Mis padres me bombardearon con preguntas cuando me vieron llegar sin zapatos ni pantalones y cubierta de rasguños.

“¿Qué te pasó?”, exclamó mamá.

“¿Dónde están tus pantalones?”, preguntó papá. “¿Cómo te hiciste todos esos arañazos?”

Sintiéndome todavía con miedo, no podía recuperar el aliento. Después de tartamudear, de jadear y de llorar, por fin pude decir: “¡Uuu… un oooossso!”

Marla y Lisa corrieron hasta el porche y Marla les contó a mamá y a papá lo que había visto. Para tratar de calmarme, mamá me ayudó a tomar un baño caliente.
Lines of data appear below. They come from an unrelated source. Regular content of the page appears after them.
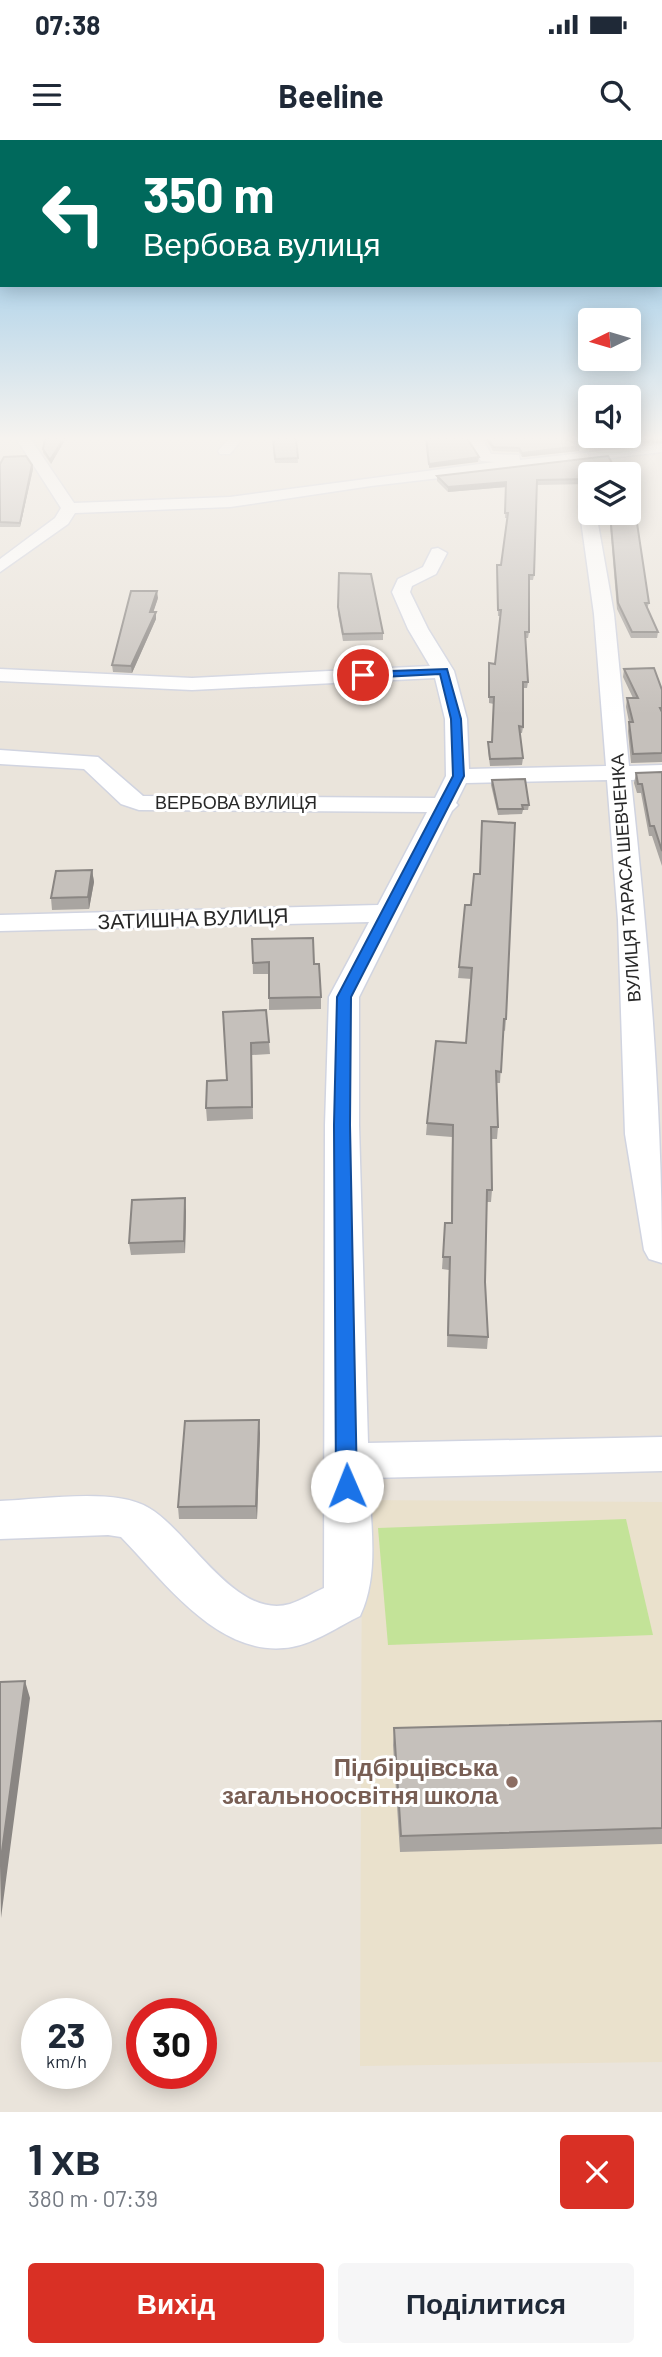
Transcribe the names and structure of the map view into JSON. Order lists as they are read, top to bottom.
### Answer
{
  "streets": {
    "street": ["ВЕРБОВА ВУЛИЦЯ", "ВУЛИЦЯ ТАРАСА ШЕВЧЕНКА", "ЗАТИШНА ВУЛИЦЯ"]
  },
  "places": ["Підбірцівська загальноосвітня школа"],
  "north": "left",
  "page": {
    "status": "07:38",
    "header": "Beeline",
    "turn": ["350 m", "Вербова вулиця"],
    "speed": "23 km/h",
    "limit": "30",
    "heading": ["1 хв", "380 m · 07:39"],
    "buttons": ["Вихід", "Поділитися"]
  }
}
Más tarde por la noche, estando ya limpia y segura, hablamos sobre el horrible acontecimiento. Tenía las palmas de las manos con moretones por dar palmadas tan fuertes, y las piernas cubiertas de rasguños por los arbustos, pero no tenía marcas del oso. Me había dado un zarpazo en la cabeza y me había mordido la pierna, pero no había perforaciones en la piel. Si las garras del oso me hubiesen alcanzado más la cabeza o si los dientes se me hubiesen clavado en el muslo, habría resultado seriamente herida y no habría podido escapar.

Sé que ese día mi Padre Celestial oyó mis oraciones, y sé que oí la voz del Espíritu Santo que me dijo que corriera. Mi Padre Celestial me bendijo con un milagro.

“Como resultado de los muchos milagros que se llevan a cabo en nuestra vida, debemos ser más humildes y agradecidos, más amables y más creyentes”.

Véase presidente Howard W. Hunter (1907–1995), “El Dios que hace maravillas”, Liahona, julio de 1989, pág. 19.